Civil Lines
- Civil Lines: new writings from India
- Editor: Ravi Dayal
- Categories: Socio-political Magazine
- Frequency: infrequent
- Founded: 1994
- Company: Private
- Country: India
- Language: English

= Civil Lines (magazine) =

Indian literary magazine

Civil Lines was an Indian literary magazine launched in 1994 by publisher Ravi Dayal. The magazine published five issues between 1994 and 2001. It was published in English and focused on fiction, personal history, reportage and journalism.

==Inception==
Ravi Dayal worked at Oxford University Press between 1971 and 1987, first as an editor and later as chief executive of its Delhi office. After leaving Oxford University Press, he established Ravi Dayal Publishers. In 1994, he launched Civil Lines as an English-language literary magazine.

==Periodicity==
Civil Lines did not follow a regular publication schedule. Its issues were published at irregular intervals, with the first issue appearing in 1994 and subsequent issues appearing in 1995, 1997 and 2001. Two issues were published in 2001, bringing the total number of issues to five. Contemporary reviews described the magazine as having an irregular publication schedule.

==Editorial focus==
The magazine was influenced by the British literary magazine Granta,It published fiction, personal histories, reportage and journalism, with a focus on writing about India. The magazine was aimed at English-speaking readers in urban India.
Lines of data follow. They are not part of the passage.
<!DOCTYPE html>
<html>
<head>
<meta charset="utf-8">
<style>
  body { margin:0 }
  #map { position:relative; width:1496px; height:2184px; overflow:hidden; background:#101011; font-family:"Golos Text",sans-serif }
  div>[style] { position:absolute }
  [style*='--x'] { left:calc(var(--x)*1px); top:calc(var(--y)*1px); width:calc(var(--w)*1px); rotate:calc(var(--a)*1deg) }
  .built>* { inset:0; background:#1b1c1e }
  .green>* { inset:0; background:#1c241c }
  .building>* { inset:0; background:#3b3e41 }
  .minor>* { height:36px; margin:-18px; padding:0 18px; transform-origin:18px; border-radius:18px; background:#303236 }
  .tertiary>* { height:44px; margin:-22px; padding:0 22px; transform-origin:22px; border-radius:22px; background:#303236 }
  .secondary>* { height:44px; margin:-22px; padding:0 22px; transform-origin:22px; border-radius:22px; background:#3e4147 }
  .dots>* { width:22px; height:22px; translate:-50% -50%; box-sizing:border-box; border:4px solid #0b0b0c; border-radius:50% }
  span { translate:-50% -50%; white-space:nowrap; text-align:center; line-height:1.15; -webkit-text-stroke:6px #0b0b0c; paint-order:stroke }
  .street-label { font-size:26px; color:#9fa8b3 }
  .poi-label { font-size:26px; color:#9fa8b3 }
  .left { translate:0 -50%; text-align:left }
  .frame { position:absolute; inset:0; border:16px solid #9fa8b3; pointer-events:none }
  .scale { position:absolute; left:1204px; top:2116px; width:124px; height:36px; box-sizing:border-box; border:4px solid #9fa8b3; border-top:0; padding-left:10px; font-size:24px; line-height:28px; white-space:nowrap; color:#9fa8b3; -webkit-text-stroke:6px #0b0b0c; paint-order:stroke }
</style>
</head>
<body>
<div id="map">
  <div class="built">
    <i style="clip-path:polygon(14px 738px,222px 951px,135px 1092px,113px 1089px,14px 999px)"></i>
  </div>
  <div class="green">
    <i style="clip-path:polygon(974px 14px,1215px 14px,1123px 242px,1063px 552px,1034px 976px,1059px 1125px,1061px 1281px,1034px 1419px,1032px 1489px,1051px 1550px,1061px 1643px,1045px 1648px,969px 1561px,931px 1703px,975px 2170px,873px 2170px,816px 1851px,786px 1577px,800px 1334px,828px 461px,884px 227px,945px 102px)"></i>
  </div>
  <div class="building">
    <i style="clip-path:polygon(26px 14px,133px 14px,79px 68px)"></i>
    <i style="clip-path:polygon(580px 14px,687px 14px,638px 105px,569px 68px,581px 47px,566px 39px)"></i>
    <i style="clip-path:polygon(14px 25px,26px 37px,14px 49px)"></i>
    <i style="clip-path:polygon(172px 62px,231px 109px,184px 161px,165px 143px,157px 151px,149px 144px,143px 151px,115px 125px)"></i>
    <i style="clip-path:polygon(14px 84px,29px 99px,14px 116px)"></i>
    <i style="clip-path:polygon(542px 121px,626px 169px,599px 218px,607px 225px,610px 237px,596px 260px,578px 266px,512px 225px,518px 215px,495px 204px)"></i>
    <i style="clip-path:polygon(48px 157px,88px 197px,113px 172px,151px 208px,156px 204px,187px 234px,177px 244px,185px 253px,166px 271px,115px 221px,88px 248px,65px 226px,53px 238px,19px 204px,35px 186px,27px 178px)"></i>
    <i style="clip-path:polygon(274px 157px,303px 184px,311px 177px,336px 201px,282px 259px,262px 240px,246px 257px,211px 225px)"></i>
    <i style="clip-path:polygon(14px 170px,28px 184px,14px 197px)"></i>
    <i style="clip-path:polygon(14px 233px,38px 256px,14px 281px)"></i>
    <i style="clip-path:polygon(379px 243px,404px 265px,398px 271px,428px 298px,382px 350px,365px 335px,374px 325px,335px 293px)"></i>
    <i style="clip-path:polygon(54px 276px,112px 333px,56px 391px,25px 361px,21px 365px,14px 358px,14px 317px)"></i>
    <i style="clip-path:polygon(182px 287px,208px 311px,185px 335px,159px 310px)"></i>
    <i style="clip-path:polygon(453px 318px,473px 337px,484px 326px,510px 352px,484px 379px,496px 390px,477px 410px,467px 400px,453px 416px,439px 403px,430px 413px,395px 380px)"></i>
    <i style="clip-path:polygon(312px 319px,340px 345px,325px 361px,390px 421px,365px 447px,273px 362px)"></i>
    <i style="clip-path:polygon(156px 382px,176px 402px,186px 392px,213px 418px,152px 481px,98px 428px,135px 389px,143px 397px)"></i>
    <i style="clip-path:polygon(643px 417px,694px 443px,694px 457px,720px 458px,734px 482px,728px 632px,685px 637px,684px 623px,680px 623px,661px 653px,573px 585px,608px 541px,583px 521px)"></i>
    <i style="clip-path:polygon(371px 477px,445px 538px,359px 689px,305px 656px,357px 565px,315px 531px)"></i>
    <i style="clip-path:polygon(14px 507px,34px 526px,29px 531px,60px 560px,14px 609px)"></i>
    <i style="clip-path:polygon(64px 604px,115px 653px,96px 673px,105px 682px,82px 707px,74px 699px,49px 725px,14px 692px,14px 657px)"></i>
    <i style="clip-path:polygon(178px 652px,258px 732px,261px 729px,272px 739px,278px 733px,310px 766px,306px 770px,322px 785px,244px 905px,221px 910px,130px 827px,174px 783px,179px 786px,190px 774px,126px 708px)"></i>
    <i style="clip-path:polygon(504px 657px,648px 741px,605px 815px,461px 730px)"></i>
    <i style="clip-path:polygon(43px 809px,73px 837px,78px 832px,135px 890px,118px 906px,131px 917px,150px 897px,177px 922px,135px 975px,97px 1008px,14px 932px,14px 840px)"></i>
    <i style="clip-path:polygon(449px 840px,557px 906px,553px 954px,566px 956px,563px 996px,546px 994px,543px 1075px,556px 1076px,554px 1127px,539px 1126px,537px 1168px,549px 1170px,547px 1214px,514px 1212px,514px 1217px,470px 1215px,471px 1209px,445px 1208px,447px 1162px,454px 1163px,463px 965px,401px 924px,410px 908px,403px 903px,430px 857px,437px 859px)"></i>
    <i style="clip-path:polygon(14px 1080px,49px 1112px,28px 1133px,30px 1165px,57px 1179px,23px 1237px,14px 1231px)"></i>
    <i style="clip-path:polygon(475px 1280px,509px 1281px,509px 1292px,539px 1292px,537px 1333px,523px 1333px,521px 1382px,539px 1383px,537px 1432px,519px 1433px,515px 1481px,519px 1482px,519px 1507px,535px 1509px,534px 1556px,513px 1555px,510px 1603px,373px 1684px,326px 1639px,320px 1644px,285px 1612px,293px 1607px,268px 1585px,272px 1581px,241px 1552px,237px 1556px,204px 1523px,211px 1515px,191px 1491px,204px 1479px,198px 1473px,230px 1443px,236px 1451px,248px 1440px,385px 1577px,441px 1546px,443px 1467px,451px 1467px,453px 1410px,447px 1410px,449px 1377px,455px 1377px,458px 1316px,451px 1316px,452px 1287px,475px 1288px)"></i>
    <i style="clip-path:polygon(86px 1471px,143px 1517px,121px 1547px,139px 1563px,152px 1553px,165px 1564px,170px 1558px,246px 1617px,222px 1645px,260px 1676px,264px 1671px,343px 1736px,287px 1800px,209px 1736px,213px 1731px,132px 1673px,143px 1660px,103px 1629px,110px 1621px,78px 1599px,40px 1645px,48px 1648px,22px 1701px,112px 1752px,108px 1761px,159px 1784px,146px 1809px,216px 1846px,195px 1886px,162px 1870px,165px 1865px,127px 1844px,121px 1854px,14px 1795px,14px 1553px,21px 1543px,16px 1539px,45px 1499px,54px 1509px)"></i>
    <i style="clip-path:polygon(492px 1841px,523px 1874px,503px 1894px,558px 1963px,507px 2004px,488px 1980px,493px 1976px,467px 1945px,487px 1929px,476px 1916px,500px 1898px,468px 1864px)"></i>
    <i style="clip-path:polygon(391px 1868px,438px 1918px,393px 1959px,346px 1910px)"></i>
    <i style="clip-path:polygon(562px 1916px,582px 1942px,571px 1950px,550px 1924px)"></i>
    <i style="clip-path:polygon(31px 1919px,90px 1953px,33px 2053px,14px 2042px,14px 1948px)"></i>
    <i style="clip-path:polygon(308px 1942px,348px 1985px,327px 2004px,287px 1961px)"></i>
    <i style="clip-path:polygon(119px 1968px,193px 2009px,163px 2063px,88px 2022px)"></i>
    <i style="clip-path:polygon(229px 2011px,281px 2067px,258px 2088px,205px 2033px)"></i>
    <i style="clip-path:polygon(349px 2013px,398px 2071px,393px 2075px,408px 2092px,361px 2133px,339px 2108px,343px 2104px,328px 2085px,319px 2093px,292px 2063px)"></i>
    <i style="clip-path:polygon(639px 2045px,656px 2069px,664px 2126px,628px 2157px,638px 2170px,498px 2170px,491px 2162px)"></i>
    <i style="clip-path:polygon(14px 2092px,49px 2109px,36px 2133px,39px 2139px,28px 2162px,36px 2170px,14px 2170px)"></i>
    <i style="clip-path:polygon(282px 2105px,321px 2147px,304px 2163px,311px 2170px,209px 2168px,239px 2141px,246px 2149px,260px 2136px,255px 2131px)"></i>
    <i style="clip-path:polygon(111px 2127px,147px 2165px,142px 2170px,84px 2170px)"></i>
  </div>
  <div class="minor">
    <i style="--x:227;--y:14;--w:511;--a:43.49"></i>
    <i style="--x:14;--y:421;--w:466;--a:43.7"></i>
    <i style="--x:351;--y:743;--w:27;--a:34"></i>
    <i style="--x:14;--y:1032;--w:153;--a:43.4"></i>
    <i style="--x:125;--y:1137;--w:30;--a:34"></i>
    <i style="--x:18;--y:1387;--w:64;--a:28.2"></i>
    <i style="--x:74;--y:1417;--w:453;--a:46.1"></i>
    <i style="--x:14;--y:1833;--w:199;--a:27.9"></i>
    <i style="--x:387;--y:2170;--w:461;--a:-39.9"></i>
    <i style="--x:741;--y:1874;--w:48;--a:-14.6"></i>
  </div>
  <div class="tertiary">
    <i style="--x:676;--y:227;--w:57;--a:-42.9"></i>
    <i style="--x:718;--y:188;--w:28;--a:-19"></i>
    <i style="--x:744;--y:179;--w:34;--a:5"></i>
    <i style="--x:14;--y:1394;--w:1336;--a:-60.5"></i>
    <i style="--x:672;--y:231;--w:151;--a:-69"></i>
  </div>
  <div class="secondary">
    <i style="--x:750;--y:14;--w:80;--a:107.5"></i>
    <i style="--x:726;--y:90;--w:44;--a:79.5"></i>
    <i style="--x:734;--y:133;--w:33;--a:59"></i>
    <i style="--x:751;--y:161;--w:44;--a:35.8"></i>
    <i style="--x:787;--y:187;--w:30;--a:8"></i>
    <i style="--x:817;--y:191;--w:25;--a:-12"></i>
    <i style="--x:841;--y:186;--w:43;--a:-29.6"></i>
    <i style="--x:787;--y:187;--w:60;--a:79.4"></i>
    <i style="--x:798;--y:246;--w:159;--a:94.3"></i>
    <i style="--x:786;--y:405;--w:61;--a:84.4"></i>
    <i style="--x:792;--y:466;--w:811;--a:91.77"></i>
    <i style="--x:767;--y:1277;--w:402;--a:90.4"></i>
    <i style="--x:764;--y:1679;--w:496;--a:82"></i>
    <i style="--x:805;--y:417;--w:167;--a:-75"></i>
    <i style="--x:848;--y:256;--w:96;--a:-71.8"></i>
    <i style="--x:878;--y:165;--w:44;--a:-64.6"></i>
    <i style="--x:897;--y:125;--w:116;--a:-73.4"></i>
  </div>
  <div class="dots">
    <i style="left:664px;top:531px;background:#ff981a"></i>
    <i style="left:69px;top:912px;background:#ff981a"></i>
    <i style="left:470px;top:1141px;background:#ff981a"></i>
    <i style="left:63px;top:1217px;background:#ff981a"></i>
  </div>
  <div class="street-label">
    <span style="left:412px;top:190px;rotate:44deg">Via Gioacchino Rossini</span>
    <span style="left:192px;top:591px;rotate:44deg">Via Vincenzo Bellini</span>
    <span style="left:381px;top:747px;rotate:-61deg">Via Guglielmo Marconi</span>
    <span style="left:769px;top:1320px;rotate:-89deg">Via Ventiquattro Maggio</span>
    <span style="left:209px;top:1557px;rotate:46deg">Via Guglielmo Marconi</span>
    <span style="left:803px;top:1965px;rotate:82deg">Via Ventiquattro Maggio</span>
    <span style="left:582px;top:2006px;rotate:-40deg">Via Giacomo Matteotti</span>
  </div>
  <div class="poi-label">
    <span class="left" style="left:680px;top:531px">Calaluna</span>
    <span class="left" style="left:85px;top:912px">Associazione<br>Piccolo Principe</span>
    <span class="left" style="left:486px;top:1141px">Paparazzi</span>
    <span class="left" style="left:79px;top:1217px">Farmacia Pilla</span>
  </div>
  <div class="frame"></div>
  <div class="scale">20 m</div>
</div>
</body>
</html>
The five issues of Civil lines were edited by Rukun Advani (two issues), Ivan Hutnik, Mukul Kesavan and Kai Friese. Advani edited two issues, while Hutnik, Kesavan and Friese each edited one. The magazine was edited by practising writers rather than academics and did not have a formal literary manifesto determining its content.

==Termination==
Five issues of Civil Lines were published between 1994 and 2001. Ravi Dayal died on 4 June 2006. No further issues were published after the fifth issue in 2001. In 2009, Rukun Advani edited Written For Ever: The Best of Civil Lines, an anthology of writings previously published in the magazine. The book was published by Penguin Viking in New Delhi and was dedicated to Ravi Dayal and Dharma Kumar.